The CIT’s program offers an advantage by delivering its students with a complete training course, doubled with experience that is practical over the long-term. Upon graduation, CIT students are equipped with both a diploma and experience, and all the skills necessary to begin a career in a well-respected financial or banking group.

A Trader’s Career

The majority of the training program’s students find positions in international financial groups, where wages and responsibilities are at a maximum. The network that they will be able to develop throughout their training will not be meaningless. However, the positions in these groups remain fairly limited. Candidates can certainly join a bank or a brokerage fund of a more modest size, which are numerous and very active in the United States. In this type of structure, portfolios are not as sizable, but opportunities and compensation remain nonetheless quite attractive. The direction of Traders’ careers depends on their performance, so it is not rare to see a market operator move from a medium structure to a very large structure within several years.

The length of a professional career in the market depends generally on one’s performance. At the age of 83, Warren Buffet remains active as the best Trader in the world! Typically, however, a market operator retires after 20 years of activity, often as a result of a personal choice due to the demanding nature of a career in trading.

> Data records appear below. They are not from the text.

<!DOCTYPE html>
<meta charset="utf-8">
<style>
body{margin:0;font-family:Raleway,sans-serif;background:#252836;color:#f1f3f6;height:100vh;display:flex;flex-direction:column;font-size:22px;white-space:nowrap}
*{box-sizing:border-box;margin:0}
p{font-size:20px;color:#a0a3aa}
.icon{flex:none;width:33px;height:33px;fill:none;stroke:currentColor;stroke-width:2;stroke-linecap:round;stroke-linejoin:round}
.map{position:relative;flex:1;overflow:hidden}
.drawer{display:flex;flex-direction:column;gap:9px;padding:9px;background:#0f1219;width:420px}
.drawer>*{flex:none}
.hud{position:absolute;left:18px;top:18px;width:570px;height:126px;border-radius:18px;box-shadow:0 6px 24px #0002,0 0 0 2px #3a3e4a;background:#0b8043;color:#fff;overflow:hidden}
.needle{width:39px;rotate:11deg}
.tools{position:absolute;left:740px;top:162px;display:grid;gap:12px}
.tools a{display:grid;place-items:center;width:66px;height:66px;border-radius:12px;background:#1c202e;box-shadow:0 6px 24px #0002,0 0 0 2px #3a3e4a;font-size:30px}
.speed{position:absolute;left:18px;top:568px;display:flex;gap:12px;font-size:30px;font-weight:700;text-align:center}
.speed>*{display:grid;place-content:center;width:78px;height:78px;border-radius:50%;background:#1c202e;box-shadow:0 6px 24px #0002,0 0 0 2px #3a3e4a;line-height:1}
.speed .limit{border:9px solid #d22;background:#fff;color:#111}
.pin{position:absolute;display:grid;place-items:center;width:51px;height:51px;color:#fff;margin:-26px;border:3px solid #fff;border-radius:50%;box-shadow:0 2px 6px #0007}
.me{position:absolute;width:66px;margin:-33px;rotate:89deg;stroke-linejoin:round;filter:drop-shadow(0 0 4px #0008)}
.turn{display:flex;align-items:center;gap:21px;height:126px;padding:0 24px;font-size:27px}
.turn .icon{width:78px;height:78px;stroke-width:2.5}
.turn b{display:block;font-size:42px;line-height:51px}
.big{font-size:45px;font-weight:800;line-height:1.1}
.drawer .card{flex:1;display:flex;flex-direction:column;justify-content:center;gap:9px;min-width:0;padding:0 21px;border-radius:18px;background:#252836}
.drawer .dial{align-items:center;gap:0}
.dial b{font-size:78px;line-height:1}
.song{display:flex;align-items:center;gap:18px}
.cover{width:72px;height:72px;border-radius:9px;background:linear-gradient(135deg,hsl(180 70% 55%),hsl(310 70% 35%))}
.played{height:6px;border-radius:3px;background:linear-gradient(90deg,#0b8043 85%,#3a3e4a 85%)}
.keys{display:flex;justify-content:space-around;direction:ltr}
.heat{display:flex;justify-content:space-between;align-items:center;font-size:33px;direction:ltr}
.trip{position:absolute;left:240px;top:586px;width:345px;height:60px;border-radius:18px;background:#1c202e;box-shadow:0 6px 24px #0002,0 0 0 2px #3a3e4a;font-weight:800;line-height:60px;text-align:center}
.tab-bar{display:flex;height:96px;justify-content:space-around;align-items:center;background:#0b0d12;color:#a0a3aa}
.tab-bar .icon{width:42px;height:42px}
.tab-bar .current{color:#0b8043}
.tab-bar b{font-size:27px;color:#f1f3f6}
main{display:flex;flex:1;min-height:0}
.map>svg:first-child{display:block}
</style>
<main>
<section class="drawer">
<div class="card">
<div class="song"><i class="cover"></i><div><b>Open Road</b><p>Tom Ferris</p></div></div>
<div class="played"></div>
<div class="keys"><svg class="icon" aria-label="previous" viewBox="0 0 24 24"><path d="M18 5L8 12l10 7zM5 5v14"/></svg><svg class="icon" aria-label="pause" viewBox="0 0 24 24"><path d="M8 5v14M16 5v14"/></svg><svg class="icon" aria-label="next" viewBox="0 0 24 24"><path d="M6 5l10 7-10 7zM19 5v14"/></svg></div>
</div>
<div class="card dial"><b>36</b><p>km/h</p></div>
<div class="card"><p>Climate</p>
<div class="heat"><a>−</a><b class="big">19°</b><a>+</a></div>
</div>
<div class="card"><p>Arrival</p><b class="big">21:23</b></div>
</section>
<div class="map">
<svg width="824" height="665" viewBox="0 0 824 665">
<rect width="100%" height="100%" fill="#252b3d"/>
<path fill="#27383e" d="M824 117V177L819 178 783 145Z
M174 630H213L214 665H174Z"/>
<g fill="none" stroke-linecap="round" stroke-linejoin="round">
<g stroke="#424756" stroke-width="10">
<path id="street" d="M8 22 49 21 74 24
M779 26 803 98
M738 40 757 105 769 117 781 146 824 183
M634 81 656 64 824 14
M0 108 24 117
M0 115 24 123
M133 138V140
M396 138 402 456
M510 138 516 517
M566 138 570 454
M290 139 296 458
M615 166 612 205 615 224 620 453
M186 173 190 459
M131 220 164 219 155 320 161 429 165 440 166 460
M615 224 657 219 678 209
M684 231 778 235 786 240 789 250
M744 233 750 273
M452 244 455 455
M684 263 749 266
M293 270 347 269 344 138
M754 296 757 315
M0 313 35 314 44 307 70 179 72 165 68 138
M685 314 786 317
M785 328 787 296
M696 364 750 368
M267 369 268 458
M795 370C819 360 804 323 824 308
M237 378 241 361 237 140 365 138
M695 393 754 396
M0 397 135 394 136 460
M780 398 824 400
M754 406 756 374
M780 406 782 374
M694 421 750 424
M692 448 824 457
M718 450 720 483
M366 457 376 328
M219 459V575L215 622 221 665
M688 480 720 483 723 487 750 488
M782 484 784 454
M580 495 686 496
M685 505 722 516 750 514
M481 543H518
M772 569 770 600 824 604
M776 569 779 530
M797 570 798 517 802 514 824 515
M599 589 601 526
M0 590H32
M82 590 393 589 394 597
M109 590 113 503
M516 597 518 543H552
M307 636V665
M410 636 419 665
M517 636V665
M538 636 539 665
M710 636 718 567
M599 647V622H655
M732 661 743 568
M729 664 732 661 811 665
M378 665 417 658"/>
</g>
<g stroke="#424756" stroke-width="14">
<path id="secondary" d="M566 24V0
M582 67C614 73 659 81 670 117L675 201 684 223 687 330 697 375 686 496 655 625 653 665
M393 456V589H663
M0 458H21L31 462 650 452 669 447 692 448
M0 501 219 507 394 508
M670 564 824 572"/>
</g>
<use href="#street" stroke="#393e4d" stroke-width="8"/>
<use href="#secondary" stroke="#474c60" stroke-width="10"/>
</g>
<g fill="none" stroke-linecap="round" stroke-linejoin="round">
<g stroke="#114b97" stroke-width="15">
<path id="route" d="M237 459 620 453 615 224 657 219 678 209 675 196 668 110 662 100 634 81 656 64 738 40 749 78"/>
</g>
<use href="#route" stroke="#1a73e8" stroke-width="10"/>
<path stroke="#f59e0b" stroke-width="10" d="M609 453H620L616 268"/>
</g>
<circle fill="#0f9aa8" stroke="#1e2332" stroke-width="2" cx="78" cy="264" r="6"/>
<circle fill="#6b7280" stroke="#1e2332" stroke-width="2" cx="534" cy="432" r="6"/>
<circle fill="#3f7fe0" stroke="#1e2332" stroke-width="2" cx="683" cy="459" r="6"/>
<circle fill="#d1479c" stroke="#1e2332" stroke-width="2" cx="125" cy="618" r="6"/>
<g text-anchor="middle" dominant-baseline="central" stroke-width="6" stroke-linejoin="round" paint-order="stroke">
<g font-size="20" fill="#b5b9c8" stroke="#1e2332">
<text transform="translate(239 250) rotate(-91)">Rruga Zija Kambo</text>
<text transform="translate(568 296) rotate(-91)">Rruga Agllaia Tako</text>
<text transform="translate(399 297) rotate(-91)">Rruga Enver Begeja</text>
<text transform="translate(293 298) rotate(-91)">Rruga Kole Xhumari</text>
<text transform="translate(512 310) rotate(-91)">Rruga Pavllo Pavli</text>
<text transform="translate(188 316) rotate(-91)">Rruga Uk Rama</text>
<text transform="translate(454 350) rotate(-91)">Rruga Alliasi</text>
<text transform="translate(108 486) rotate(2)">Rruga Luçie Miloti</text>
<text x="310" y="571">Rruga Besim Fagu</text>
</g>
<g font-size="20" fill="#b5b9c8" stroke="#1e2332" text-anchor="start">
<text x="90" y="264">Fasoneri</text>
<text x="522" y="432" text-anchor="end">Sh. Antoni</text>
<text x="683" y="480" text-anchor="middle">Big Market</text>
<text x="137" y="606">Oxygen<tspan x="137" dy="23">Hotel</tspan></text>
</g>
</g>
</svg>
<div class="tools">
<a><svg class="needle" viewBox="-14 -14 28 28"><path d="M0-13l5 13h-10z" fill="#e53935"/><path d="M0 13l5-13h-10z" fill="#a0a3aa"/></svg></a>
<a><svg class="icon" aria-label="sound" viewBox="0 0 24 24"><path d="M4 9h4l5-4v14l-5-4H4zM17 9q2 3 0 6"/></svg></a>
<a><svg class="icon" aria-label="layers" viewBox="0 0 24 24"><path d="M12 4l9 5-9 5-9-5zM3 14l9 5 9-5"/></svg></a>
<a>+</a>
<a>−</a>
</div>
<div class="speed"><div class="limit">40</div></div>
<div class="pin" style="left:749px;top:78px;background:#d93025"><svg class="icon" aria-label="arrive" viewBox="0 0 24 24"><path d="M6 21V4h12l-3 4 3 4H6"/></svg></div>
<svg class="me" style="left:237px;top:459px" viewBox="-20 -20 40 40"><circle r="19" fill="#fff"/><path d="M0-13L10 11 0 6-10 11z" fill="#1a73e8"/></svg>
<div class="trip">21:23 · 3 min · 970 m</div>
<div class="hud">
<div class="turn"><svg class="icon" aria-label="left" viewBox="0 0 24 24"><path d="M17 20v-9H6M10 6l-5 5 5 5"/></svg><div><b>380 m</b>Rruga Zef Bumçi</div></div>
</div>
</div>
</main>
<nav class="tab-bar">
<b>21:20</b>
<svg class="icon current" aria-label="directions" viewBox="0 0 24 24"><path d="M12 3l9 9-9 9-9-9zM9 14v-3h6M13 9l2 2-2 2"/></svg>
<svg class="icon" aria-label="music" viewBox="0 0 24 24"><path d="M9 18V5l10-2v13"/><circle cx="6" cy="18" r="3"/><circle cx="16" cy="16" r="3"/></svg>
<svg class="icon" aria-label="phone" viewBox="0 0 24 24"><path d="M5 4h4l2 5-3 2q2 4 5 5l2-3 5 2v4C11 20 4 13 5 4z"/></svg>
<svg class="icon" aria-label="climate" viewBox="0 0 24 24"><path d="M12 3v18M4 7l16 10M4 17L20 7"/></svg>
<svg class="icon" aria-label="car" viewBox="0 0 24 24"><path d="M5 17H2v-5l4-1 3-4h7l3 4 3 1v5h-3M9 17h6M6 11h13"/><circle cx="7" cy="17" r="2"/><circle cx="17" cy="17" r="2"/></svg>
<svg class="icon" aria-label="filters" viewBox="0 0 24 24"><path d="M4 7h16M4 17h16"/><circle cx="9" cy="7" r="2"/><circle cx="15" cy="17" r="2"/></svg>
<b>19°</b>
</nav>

There is often the opportunity to ‘take a break’ before giving a new direction to one’s career. The possibilities for redirection are not in the least bit limited: Traders can choose to change their focus to banking, to financial counsel, or even to training hopeful Traders. The foundation built during their period of activity allows them to foresee a secure future. These funds can be used to realize a personal project, or put into an investment fund, which is a solution that many Traders choose, as it allows them to remain in contact with the field.

A Trader’s wages

Stricter compensation…

la rémunération du trader reste élevée en 2014The time of “the golden boys” has passed, and stockbroker’s bonuses are now more strictly controlled. This is important information for students graduating from the CIT’s trading school, as it is for all other students in trading courses. The margin of freedom allowed by regulations depends on the country: For example, France is much stricter than the United States. When we add the increased tax imposition to France’s negative image of Traders (which is frequently fueled by the media), it is easily understandable as to why many of France’s greatest financial minds expatriate to other countries as soon as they leave France’s most prestigious master’s programs.Currently, Europe limits to the bonus/salary ratio at 2 to 1, with the goal in some countries of a change to 1 to 1, which has not yet been reached.

Essentially, bonuses without limits are a thing of the past.  That being said, in some ways this can be seen as a positive change, as it keeps Traders from blindly seeking compensation only to fall into catastrophe, as a result of excessive risk-taking.

...That remains nonetheless quite comfortable

The compensation of a Trader who has followed a structured trading course (such as that of the CIT’s) is generally quite high and is based as much on training as much as it is based on success on the trading floor.

In France, as in the rest of the world, bonus limitation and a smaller workforce as a result of the introduction of computers into decision-making have caused an increase in annual fixed salaries. After finishing his or her studies, a debutant Trader makes between 40,000 € to 60,000 €, bonuses not included. The increase of payment then depends on performance. On average, a Trader with five years of experience makes 300,000 € without a bonus. In France, this is confirmed by the numbers: The four largest banks employing the most Traders (Société Générale, BNP Paribas, Nexity and Credit Agricole) increased compensation to 300,000€ in 2013.

As for bonuses, they are equally variable, according to the structure where the Trader is employed, the specific country, and of course individual performance. On average, bonuses are double the set salary. Even so, the most renowned Traders in the United States can receive bonuses of up to several million dollars per year.